Carlene Helble-Elite Nutrition Intern
“Here’s your wake-up call: breakfast eaters tend to be leaner and more successful at maintaining a healthy weight than people who miss their morning mea.l” This quote from Ellie Krieger’s website really says it all! Breakfast is extremely important, and for those of us who are on track with breakfast, some times get stuck in a menu rut: cereal, perhaps a banana? How often do you throw some nutrient dense veggies into your morning meal?
National Public Radio recently published a fantastic article on the lack of American vegetable intake at breakfast, comparing it against some delicious options across the globe that did contain vegetables (http://n.pr/dvehBB). Here are some options with easy ways to make a change, and ‘go global’ in the morning:
Omelets can be good, but to have a more filling meal with less calories and get a serving or two of veggies in, try some scrambled eggs with chopped spinach, mushrooms, and tomatoes. Think of the egg as a ‘topping’ and let the vegetables shine. The great thing about this idea is the vegetables are interchangeable. Feel like some asparagus? No problem! A vegetable scramble can be easily personalized.
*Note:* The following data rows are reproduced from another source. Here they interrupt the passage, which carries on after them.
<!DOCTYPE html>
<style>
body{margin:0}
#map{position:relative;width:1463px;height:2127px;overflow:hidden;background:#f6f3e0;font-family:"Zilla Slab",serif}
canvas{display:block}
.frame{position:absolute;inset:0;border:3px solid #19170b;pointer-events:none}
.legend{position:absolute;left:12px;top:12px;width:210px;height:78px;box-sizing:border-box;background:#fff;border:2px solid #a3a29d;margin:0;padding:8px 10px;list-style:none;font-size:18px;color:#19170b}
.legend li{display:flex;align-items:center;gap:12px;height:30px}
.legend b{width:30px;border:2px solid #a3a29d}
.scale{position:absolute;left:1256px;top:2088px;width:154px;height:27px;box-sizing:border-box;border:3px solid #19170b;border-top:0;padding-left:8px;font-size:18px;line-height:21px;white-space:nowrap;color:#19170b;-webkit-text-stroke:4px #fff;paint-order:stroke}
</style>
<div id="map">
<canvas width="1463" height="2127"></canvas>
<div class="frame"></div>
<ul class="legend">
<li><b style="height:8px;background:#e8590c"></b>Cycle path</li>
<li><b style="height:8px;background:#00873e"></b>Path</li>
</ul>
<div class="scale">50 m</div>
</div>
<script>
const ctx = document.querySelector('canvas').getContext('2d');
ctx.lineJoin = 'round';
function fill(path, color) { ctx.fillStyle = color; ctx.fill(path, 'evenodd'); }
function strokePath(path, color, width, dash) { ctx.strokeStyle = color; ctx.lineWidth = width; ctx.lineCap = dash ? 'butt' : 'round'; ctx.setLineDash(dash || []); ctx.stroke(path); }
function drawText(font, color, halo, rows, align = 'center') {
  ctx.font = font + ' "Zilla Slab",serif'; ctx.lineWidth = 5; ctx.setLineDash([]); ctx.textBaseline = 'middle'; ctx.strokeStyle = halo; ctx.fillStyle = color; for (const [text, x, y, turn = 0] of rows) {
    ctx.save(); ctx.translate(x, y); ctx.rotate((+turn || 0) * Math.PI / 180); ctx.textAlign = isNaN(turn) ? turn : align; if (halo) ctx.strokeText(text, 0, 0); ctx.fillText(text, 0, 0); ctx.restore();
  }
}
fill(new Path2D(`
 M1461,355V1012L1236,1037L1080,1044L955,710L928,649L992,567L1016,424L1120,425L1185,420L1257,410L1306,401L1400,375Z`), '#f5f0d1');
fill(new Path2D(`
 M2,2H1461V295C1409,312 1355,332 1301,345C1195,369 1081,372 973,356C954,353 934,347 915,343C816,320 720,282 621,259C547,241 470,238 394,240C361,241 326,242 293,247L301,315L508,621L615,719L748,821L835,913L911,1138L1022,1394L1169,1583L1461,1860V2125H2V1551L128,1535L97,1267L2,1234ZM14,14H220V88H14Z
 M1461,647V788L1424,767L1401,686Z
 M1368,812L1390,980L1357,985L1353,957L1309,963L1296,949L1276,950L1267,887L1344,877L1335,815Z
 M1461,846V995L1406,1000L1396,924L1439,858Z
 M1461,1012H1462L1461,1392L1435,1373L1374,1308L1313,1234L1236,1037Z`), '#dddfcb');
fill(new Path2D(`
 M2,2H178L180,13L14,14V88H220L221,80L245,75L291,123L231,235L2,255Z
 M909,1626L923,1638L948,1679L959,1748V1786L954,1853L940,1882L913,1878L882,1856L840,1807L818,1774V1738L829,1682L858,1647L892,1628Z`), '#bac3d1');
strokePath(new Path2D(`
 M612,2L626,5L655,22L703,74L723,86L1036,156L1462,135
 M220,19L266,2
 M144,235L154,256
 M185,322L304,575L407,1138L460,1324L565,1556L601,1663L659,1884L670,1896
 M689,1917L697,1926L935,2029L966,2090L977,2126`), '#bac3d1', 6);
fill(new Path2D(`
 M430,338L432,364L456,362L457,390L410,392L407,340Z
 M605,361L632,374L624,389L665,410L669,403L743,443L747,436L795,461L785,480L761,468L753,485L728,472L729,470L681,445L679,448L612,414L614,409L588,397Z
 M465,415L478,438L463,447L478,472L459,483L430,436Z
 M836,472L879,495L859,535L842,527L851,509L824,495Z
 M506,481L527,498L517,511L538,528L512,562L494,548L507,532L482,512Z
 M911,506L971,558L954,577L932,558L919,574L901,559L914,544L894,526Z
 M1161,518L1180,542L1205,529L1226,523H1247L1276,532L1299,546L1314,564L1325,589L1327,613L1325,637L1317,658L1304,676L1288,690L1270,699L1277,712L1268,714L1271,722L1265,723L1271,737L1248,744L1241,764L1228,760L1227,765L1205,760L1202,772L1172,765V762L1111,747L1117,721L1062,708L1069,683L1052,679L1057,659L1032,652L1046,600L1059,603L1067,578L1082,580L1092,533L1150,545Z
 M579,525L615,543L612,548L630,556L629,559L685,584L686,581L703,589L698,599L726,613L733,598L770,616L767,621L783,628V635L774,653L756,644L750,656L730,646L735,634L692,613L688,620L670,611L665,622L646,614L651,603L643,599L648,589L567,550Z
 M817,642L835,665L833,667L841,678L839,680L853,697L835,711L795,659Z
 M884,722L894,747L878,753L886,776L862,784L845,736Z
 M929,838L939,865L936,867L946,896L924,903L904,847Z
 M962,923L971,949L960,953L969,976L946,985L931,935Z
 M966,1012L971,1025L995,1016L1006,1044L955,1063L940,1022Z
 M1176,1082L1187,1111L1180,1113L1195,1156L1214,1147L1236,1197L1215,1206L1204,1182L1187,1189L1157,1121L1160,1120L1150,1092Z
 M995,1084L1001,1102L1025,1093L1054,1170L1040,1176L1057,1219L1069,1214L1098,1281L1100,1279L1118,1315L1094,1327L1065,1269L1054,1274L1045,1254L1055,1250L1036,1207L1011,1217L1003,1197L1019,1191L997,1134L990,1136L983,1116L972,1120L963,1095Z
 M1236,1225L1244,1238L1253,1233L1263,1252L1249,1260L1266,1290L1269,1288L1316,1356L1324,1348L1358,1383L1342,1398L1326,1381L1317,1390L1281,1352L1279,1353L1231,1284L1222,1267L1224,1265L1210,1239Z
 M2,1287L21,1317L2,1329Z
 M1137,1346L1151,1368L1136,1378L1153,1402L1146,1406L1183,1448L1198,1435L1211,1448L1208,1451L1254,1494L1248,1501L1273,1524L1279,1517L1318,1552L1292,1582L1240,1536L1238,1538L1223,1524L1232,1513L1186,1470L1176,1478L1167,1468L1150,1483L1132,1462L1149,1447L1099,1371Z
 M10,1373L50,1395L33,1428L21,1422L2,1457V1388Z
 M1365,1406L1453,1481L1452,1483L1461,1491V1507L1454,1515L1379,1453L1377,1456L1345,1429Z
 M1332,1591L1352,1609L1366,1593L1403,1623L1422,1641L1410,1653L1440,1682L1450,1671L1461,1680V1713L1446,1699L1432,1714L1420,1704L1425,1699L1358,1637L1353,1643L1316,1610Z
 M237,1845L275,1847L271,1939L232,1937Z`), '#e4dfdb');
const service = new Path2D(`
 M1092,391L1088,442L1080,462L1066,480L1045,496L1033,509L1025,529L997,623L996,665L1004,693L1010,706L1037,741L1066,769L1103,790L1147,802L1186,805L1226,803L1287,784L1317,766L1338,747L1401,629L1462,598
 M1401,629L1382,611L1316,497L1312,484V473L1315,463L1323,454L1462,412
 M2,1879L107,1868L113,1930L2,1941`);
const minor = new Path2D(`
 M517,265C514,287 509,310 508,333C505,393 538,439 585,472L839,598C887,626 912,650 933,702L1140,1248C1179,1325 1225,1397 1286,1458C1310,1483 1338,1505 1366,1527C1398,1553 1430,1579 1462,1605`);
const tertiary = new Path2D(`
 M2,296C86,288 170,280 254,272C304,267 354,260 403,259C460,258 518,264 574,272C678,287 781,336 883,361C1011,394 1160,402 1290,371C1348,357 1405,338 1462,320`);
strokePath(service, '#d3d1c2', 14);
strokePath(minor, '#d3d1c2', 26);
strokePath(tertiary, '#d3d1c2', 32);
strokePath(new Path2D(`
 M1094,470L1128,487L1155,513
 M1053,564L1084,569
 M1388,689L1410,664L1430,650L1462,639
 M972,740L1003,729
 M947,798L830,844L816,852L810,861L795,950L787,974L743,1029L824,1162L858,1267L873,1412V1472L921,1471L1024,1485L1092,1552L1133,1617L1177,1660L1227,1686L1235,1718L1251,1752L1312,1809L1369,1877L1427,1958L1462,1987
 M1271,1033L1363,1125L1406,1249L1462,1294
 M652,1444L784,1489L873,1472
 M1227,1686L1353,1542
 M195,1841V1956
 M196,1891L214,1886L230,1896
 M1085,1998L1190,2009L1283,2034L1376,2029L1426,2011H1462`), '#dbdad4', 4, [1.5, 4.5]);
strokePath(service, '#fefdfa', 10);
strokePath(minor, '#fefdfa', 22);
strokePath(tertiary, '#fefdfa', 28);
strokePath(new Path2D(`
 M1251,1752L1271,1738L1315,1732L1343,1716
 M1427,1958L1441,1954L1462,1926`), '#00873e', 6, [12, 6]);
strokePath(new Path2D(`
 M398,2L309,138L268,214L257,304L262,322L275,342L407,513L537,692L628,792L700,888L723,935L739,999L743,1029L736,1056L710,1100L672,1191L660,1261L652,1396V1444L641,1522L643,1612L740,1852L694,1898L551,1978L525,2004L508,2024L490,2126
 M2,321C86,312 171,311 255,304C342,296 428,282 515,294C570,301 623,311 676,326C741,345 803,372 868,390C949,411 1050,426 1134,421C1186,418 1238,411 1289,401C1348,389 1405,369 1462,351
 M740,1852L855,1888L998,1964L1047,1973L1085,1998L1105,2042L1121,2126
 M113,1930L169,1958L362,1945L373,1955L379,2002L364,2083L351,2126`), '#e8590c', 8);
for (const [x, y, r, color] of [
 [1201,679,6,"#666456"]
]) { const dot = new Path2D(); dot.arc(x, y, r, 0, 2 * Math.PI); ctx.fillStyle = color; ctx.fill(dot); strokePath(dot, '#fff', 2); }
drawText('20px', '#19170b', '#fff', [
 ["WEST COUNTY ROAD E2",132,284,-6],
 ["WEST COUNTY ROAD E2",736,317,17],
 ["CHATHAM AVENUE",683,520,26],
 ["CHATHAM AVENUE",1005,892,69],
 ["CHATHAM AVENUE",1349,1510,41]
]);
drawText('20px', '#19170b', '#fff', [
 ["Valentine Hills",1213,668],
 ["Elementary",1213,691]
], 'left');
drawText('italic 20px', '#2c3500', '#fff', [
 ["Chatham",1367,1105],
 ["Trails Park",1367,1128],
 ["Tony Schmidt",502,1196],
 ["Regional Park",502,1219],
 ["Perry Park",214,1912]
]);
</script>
Another great way to get more vegetable at breakfast is with smoothies; perfect for an on the go meal. One smoothie that seems to be a favorite is the ‘green monster’, which consists of kale or spinach, blended with fruit, milk, and sometimes chia seeds. (It even has a website dedicated to it! http://greenmonstermovement.com/).
One suggestion NPR gave that must not go unmentioned was for a traditional Argentine dish: a breakfast tart with summer squash, red peppers, and a basil crust. This is definitely on my ‘to make’ list, especially with summer produce on the way!